Copy all the lines below without altering anything.

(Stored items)
——————

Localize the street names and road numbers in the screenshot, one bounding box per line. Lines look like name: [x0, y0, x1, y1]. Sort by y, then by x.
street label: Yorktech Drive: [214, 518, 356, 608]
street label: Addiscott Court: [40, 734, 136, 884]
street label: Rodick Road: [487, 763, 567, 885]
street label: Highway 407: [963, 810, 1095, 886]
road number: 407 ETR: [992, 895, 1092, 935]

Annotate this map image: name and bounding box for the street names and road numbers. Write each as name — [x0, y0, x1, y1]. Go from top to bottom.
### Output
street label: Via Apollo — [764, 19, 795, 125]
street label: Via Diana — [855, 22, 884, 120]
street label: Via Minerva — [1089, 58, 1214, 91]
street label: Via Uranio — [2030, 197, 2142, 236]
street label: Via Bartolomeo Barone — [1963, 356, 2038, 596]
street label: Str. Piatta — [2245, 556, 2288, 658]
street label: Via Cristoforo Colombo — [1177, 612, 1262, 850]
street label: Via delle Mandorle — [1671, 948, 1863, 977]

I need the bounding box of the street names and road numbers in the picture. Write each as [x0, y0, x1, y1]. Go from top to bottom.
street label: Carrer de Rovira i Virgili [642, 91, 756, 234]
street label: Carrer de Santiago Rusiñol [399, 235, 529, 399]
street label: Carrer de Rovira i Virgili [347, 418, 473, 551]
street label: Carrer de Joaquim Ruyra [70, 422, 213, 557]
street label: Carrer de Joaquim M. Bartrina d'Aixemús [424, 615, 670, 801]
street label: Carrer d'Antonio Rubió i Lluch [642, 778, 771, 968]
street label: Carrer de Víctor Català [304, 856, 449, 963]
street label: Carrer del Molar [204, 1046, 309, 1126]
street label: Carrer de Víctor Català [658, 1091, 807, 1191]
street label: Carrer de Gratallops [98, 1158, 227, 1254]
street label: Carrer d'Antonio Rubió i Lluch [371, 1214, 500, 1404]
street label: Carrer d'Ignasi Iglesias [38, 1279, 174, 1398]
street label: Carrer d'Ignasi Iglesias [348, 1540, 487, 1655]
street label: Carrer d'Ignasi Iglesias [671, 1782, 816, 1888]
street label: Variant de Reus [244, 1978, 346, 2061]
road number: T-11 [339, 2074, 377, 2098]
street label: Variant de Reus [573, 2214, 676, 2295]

——————

▸ **THE COMPLETED TASK**
Localize the street names and road numbers in the screenshot, one bounding box per line. Lines look like name: [x0, y0, x1, y1]. Sort by y, then by x.
street label: Yorktech Drive: [214, 518, 356, 608]
street label: Addiscott Court: [40, 734, 136, 884]
street label: Rodick Road: [487, 763, 567, 885]
street label: Highway 407: [963, 810, 1095, 886]
road number: 407 ETR: [992, 895, 1092, 935]

Annotate this map image: name and bounding box for the street names and road numbers. Write each as name — [x0, y0, x1, y1]. Go from top to bottom.
### Output
street label: Via Apollo — [764, 19, 795, 125]
street label: Via Diana — [855, 22, 884, 120]
street label: Via Minerva — [1089, 58, 1214, 91]
street label: Via Uranio — [2030, 197, 2142, 236]
street label: Via Bartolomeo Barone — [1963, 356, 2038, 596]
street label: Str. Piatta — [2245, 556, 2288, 658]
street label: Via Cristoforo Colombo — [1177, 612, 1262, 850]
street label: Via delle Mandorle — [1671, 948, 1863, 977]

I need the bounding box of the street names and road numbers in the picture. Write each as [x0, y0, x1, y1]. Go from top to bottom.
street label: Carrer de Rovira i Virgili [642, 91, 756, 234]
street label: Carrer de Santiago Rusiñol [399, 235, 529, 399]
street label: Carrer de Rovira i Virgili [347, 418, 473, 551]
street label: Carrer de Joaquim Ruyra [70, 422, 213, 557]
street label: Carrer de Joaquim M. Bartrina d'Aixemús [424, 615, 670, 801]
street label: Carrer d'Antonio Rubió i Lluch [642, 778, 771, 968]
street label: Carrer de Víctor Català [304, 856, 449, 963]
street label: Carrer del Molar [204, 1046, 309, 1126]
street label: Carrer de Víctor Català [658, 1091, 807, 1191]
street label: Carrer de Gratallops [98, 1158, 227, 1254]
street label: Carrer d'Antonio Rubió i Lluch [371, 1214, 500, 1404]
street label: Carrer d'Ignasi Iglesias [38, 1279, 174, 1398]
street label: Carrer d'Ignasi Iglesias [348, 1540, 487, 1655]
street label: Carrer d'Ignasi Iglesias [671, 1782, 816, 1888]
street label: Variant de Reus [244, 1978, 346, 2061]
road number: T-11 [339, 2074, 377, 2098]
street label: Variant de Reus [573, 2214, 676, 2295]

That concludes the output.